The rule would have required employers
to check a box on their workplace injury and illness log if an
employee suffered an ergonomic injury. Ergonomics injuries include
repetitive stress injuries such as carpal tunnel syndrome.
Issued by Bill Clinton's Occupational
Safety and Health Administration (OSHA) on his administration's
last day in office, the rule was immediately suspended by the
Bush administration.
Two years later, the Bush OSHA has concluded
that checking a box is too much to ask of employers.
"OSHA concluded that an additional
recordkeeping column would not substantially improve the national
injury statistics," says OSHA Administrator John Henshaw,
"nor would it be of benefit to employers and workers because
the column would not provide additional information useful to
identifying possible causes or methods to prevent injury."
Fancy that.
Throughout the 1990s, a controversy raged
in Washington over issuance of a rule to require employers to
address ergonomics hazards. Heavily
lobbied and funded by UPS and other employers whose workers continue
to experience an epidemic of ergonomic injuries, Republicans
repeatedly included appropriations riders which prohibited the
Clinton administration from issuing such a rule.

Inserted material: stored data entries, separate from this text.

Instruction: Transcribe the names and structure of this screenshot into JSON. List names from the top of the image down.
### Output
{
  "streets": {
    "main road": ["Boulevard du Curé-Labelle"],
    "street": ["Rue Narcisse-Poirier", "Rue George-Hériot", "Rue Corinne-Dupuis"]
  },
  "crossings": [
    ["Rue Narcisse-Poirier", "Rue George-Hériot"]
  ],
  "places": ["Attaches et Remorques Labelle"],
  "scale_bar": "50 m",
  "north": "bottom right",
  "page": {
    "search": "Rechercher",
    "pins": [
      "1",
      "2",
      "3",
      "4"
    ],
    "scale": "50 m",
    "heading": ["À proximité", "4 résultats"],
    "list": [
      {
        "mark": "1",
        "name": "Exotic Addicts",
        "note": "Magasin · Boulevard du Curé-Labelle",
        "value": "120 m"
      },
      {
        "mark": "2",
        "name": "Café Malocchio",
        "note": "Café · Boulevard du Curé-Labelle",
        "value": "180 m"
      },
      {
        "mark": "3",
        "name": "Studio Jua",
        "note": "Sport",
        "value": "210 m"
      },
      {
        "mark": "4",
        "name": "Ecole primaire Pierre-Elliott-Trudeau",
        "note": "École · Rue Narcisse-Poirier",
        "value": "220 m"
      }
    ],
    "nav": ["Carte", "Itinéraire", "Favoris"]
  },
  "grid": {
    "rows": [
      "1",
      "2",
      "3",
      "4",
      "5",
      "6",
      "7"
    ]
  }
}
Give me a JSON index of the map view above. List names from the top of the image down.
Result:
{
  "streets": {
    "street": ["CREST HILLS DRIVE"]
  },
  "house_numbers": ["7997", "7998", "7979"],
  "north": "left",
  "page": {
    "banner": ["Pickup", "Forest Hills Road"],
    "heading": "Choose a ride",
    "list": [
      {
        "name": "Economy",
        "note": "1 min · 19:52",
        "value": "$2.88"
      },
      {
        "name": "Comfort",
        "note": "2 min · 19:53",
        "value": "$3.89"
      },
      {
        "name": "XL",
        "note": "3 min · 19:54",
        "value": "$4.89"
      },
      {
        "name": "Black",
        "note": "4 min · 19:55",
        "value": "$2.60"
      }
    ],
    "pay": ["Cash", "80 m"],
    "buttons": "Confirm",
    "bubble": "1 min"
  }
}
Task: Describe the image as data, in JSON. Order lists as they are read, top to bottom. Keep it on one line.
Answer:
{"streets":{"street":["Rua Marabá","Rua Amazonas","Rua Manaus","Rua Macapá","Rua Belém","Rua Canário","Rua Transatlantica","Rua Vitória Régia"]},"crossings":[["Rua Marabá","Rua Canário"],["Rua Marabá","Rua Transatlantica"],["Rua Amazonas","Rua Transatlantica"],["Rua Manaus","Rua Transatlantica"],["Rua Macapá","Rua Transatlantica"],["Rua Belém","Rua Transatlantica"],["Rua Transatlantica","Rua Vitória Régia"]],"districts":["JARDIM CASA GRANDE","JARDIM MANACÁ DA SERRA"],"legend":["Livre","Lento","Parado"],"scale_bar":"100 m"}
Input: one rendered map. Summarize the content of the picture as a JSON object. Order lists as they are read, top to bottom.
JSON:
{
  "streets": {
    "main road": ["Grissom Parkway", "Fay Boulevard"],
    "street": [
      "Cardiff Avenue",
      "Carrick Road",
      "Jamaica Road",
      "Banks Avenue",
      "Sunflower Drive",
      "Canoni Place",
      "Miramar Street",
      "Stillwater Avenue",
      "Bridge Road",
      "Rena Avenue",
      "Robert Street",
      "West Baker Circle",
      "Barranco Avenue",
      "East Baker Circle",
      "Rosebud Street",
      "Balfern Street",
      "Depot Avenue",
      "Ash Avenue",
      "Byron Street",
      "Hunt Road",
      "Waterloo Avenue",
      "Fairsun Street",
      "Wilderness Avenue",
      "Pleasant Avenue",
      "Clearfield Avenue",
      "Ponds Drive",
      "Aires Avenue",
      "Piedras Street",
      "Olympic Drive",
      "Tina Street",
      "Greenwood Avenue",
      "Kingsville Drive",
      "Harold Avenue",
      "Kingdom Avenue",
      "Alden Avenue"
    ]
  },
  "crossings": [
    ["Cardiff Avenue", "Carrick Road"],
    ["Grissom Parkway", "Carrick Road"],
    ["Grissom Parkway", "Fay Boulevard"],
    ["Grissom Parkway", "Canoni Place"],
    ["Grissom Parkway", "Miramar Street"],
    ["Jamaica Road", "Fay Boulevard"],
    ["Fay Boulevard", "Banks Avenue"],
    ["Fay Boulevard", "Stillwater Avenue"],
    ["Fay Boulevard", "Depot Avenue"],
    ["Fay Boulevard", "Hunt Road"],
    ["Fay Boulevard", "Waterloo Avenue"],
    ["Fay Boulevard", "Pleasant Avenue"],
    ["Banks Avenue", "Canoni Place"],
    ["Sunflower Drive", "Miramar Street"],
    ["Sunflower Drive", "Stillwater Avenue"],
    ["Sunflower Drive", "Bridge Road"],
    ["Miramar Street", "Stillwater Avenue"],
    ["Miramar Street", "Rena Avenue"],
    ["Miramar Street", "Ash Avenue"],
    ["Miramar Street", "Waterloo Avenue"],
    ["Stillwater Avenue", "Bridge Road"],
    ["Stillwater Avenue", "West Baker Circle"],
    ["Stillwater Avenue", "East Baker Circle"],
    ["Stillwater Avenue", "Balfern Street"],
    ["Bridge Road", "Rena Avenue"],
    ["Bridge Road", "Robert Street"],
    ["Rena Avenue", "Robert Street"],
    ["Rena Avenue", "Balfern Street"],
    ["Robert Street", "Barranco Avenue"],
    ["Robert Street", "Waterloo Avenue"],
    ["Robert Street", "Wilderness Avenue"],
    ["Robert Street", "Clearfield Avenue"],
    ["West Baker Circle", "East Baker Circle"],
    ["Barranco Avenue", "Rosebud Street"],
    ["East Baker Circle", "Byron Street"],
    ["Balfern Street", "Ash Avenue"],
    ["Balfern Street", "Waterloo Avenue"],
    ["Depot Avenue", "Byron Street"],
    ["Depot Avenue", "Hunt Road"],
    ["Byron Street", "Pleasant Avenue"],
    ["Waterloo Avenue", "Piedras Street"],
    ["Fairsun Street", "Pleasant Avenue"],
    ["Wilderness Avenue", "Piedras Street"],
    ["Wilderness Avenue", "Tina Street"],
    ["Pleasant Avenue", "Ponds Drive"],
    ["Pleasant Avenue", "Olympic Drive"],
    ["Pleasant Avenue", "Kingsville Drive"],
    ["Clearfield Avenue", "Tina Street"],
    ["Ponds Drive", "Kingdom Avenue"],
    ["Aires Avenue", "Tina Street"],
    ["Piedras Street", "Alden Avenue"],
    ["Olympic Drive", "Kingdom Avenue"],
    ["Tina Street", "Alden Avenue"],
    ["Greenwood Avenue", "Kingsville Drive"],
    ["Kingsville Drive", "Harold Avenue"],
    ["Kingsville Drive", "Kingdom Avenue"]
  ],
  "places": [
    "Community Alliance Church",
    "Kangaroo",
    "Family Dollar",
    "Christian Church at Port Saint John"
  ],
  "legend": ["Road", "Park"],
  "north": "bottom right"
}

The Clinton
administration didn't fight too hard to advance the rule -- even
though there is widespread public understanding of the severity
and extent of ergonomics injuries, and an eagerness to prevent
them.
The Clinton administration finally issued
its ergonomics rule at the end of its second term, along with
dozens of other postponed regulations. As with virtually all
of those last-minute regulations, the Bush administration suspended
the ergonomics rule, and then revoked it. Voluntary measures
would be enough, the Bush guardians of worker well-being said.
All that was left was the reporting requirement,
which the administration now has quashed on the grounds that
it wouldn't do much.
It is true that a mere reporting requirement
wouldn't mandate workplace changes to reduce ergonomic risks,
though that's a strange argument for an administration that eliminated
regulations that would have mandated such risk reduction.
And although its impact would have been
modest, a reporting requirement would have helped alert employers
to hazardous workplace conditions, and it would have provided
better national data.
The administration apparently wants neither
of these things, since they might impel action by individual
employers and the federal government.
Anyone who has experienced the agony
of a repetitive stress injury, or knows anyone who has, can appreciate
the folly and cruelty of this approach.
"Just because the government is
not going to require employers to track these injuries, and just
because the government is not going to enforce a safety standard,
doesn't mean that workers will stop becoming ill or permanently
disabled on the job," notes AFL-CIO President John Sweeney
with disgust. Sweeney calls the administration's rule revocation
evidence of a "head in the sand" approach to ergonomic
injuries.
Every year, roughly a million people
in the United States suffer from workplace-related musculoskeletal
disorders (mostly ergonomics injuries) so severe they must take
time off from work, according to Peg Seminario, director of occupational
safety and health for the AFL-CIO. That's twice the number actually
reported by employers. The canceled ergonomics rule -- not the
reporting requirement, but the rule actually requiring employees
to reduce ergonomics hazards -- was projected to avert half of
those injuries, she says.
In fact, the injuries are so frequent
and serious, Seminario says, that employers who take steps to
avert them have rapid payback in worker's compensation savings.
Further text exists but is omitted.